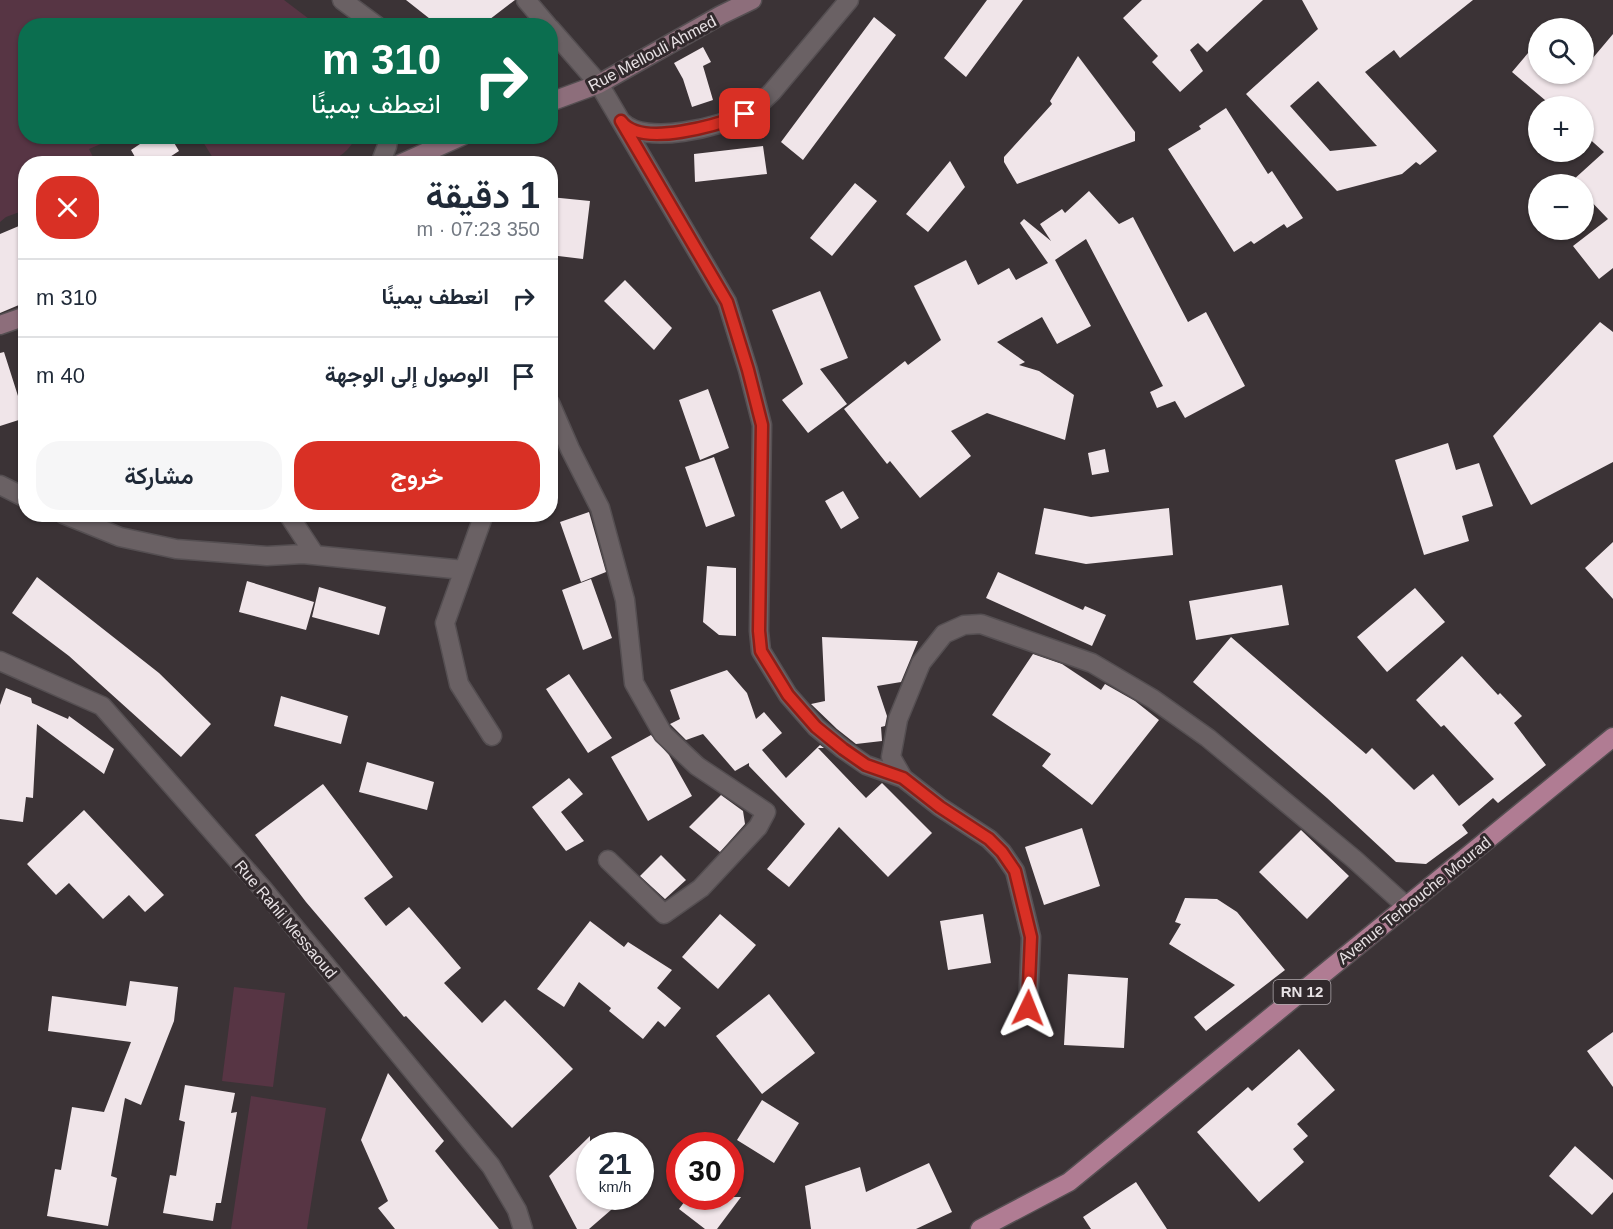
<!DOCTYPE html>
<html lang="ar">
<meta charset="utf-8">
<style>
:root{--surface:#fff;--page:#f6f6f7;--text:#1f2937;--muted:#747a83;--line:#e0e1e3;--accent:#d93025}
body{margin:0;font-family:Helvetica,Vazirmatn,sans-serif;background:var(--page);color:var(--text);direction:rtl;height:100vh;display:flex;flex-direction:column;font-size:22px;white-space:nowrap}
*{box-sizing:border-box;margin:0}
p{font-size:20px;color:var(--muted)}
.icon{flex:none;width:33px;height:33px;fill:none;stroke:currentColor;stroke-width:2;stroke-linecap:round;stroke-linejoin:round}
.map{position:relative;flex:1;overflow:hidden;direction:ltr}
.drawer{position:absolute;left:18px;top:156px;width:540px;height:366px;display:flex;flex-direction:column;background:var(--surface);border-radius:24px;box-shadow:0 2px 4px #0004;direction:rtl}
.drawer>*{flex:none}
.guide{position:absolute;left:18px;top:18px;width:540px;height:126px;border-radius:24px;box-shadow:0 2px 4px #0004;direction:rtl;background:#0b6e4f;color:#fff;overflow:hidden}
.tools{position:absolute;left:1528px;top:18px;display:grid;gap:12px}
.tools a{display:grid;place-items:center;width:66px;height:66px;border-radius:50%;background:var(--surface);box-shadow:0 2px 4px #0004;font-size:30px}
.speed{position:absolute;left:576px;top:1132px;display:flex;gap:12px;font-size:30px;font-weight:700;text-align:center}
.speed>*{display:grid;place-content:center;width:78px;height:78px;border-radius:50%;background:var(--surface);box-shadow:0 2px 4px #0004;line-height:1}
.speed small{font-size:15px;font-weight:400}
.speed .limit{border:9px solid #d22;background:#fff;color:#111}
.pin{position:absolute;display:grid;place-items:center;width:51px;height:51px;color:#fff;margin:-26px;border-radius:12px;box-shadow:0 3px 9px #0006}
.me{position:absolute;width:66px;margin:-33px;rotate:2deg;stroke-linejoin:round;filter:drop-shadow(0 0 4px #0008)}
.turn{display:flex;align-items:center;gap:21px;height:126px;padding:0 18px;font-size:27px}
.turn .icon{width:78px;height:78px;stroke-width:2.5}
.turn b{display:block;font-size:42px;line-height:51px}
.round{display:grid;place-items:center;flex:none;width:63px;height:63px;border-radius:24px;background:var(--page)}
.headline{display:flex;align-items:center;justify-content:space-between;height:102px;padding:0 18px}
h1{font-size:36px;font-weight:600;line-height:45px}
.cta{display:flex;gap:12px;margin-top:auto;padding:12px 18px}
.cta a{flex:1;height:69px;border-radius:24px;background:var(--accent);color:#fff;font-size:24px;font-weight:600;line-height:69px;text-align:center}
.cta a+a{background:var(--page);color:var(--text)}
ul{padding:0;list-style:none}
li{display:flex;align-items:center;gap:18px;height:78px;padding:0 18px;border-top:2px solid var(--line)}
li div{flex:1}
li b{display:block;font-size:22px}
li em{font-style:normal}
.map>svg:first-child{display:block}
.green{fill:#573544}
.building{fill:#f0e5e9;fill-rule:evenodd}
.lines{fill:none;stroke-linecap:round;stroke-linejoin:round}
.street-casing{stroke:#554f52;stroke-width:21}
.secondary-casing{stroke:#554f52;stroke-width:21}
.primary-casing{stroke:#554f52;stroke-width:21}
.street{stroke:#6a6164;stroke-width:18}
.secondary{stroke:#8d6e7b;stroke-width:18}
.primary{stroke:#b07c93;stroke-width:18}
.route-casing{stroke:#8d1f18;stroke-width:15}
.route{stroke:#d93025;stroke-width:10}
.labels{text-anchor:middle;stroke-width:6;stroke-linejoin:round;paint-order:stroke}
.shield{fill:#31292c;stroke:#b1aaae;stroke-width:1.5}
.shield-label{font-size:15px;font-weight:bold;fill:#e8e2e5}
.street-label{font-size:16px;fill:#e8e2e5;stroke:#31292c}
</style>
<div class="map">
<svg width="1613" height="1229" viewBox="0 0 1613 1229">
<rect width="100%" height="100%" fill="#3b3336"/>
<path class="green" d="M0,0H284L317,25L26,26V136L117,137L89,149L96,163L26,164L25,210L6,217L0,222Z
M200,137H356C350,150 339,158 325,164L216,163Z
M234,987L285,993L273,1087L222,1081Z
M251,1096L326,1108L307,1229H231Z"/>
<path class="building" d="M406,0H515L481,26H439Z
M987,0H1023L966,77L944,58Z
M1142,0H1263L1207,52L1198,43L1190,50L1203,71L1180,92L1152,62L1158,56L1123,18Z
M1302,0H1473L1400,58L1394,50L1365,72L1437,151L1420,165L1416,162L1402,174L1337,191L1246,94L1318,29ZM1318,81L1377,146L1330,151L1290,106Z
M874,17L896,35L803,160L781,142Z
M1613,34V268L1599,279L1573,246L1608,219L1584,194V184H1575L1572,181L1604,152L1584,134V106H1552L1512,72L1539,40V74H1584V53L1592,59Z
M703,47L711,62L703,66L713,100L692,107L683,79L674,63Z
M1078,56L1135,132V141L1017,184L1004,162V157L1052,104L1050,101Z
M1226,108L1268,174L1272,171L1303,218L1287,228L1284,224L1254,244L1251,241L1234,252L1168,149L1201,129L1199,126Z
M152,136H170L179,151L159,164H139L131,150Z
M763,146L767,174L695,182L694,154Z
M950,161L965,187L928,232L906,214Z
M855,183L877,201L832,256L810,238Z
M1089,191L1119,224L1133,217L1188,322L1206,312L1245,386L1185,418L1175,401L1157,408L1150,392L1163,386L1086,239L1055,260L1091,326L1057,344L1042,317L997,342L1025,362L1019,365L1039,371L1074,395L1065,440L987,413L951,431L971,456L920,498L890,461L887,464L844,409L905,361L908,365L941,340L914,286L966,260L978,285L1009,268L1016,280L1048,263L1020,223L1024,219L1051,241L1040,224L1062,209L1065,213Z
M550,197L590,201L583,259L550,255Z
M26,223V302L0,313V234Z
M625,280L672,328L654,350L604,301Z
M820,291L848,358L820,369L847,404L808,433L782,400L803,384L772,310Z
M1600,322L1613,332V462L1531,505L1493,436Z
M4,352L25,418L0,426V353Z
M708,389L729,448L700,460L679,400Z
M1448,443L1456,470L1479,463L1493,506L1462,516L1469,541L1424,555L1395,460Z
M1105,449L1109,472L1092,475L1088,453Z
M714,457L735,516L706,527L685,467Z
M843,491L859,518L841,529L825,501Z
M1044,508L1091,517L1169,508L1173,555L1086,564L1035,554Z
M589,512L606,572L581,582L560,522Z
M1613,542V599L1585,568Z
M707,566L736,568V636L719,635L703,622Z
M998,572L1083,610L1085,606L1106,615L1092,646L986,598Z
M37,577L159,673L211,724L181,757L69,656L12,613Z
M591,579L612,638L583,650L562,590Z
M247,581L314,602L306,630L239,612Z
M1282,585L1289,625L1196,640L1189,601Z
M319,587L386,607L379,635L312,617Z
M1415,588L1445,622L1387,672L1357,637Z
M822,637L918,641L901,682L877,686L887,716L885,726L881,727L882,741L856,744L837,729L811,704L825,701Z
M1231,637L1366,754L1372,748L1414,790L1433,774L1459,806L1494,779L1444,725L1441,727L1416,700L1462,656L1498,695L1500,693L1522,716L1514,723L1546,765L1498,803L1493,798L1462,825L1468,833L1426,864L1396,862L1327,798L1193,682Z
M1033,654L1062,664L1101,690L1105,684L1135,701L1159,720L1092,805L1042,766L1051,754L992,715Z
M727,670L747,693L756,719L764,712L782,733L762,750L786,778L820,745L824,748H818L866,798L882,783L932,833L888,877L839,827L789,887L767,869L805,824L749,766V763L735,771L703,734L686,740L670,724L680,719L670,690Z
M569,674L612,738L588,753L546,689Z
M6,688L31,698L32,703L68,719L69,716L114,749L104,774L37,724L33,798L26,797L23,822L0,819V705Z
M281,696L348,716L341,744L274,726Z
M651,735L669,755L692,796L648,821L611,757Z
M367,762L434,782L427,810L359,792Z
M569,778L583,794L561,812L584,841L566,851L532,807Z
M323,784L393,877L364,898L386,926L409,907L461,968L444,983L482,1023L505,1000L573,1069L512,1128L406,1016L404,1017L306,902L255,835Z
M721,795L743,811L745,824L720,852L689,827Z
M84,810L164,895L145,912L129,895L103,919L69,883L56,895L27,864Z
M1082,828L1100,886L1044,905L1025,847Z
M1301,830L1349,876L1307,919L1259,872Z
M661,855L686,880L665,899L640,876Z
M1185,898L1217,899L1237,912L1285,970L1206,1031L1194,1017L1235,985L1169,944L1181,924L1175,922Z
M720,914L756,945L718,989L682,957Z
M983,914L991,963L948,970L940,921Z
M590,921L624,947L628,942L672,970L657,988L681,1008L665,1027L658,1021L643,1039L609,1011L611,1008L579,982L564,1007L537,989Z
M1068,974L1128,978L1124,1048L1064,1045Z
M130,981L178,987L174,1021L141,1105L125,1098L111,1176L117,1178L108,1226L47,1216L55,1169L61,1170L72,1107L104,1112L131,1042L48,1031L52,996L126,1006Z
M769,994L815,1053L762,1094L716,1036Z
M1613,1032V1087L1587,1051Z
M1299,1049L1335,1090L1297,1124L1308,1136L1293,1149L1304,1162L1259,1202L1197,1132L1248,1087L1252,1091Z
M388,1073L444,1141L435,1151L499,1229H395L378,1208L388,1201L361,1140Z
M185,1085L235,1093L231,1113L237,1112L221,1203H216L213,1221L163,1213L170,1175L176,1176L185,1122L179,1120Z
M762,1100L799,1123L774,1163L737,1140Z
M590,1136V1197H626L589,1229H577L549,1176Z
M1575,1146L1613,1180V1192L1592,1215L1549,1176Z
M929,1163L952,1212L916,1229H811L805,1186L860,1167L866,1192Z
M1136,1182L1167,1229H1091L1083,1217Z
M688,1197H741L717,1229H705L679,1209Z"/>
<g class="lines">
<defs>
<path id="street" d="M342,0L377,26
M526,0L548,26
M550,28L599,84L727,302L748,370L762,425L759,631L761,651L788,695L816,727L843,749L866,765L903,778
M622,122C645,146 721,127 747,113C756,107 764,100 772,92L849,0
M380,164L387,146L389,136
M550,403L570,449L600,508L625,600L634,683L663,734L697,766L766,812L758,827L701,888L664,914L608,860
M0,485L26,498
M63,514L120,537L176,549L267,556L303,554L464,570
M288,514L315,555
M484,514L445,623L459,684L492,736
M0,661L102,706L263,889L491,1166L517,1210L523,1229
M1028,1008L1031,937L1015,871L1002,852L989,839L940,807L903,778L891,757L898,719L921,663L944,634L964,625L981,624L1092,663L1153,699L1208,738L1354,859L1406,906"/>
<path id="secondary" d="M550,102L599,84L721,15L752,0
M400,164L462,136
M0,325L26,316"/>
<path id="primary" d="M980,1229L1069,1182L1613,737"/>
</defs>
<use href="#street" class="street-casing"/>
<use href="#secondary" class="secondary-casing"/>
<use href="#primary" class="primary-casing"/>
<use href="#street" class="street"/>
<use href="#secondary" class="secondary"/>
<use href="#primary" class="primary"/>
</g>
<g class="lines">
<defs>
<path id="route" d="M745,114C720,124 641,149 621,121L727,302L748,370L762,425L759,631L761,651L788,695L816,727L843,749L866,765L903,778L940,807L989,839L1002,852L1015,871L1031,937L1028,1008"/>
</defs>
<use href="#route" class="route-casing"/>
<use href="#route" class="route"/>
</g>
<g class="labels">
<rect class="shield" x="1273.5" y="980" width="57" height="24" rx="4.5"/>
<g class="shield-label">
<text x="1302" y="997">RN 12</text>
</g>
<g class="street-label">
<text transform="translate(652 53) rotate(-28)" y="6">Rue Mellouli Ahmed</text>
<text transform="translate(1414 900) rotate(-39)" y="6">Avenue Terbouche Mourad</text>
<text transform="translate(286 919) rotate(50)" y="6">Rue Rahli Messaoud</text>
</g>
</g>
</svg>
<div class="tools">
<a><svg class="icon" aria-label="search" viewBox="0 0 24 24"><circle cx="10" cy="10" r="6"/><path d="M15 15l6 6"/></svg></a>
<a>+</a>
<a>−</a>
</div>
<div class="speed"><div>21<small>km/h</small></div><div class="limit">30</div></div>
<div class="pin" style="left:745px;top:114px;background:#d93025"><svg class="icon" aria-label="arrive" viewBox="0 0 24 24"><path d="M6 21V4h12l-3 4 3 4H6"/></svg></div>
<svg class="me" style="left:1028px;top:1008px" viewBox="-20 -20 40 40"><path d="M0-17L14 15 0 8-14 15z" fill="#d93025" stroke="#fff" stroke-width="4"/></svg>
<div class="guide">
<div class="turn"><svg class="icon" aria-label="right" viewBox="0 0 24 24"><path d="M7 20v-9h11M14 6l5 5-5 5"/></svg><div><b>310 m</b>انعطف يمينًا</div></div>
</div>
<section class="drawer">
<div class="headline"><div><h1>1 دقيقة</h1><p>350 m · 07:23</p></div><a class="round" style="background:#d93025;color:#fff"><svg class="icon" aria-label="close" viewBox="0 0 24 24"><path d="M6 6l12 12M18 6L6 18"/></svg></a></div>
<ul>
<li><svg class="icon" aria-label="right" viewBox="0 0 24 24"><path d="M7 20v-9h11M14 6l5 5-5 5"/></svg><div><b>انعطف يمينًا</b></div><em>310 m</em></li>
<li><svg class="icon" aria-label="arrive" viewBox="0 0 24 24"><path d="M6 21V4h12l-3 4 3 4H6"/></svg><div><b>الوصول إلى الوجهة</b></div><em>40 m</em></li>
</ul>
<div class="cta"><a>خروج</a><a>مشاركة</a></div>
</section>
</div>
——
■ **Task brief**
Copy out each line of the entries where the word "linecap" is found.

■ **Task result**
.icon{flex:none;width:33px;height:33px;fill:none;stroke:currentColor;stroke-width:2;stroke-linecap:round;stroke-linejoin:round}
.lines{fill:none;stroke-linecap:round;stroke-linejoin:round}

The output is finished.